On Tuesday, technology stocks fell but eventually recovered, spurring selling in the broader market. The Dow Jones Industrial Average lost 473 points, or 1.4%, dragged down by losses in Home Depot, Chevron and Goldman Sachs. The Dow experienced its worst day since February.
The S&P 500 slipped 0.9%, but avoided its second straight 1% loss after Monday’s drop.
The Nasdaq Composite ended the day as the relative outperformer, closing down just 0.1% after dropping more than 2% at its low of the session.

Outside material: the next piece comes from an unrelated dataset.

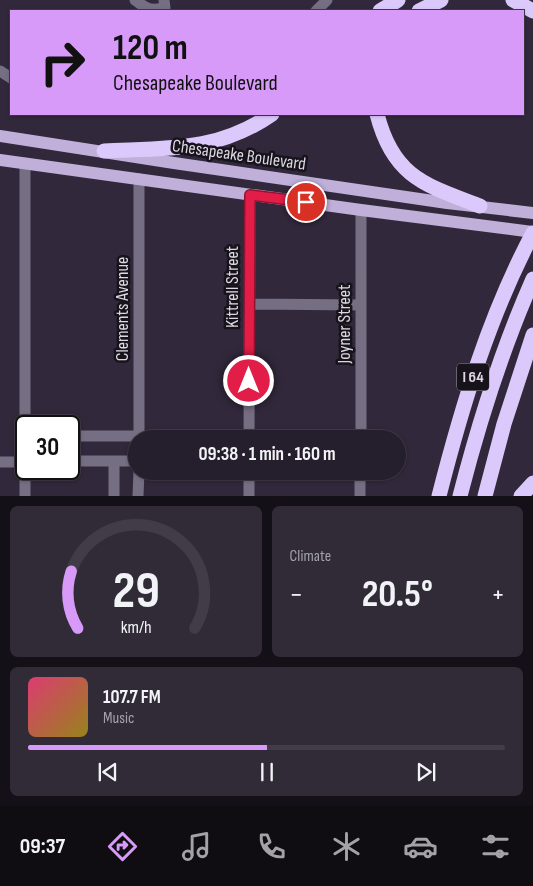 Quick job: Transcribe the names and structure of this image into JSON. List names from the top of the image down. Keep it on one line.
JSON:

During the session, the CBOE Volatility Index, a measure of fear in the markets derived by option prices on the S&P 500, jumped as high as 23.73, levels not seen in two months.
Monday’s “sell-off in risk assets has continued through to this morning as we’re seeing red across the board,” said Brian Price, head of investment management for Commonwealth Financial Network. “There seems to be modest concern over inflation as of late and that has been cited as the primary catalyst for recent weakness in global equities.”
Key inflation data will be released at 8:30 a.m. ET on Wednesday. April’s consumer price index is expected to grow 0.2% from the previous month, representing a 3.6% jump since last year, according to Dow Jones estimates. This jump in the headline consumer price index would be the largest since Sept. 2011.
The consumer price index excluding food and energy is expected to rise 0.3% in April and 2.3% over the past 12-months.
The consumer price index rose 0.6% in March from the previous month and 2.6% from a year ago, according to the Department of Labor.
Investors have grown worried about the threat of inflation; however, Federal Reserve Chair Jerome Powell has said any uptick in inflation should be transitory.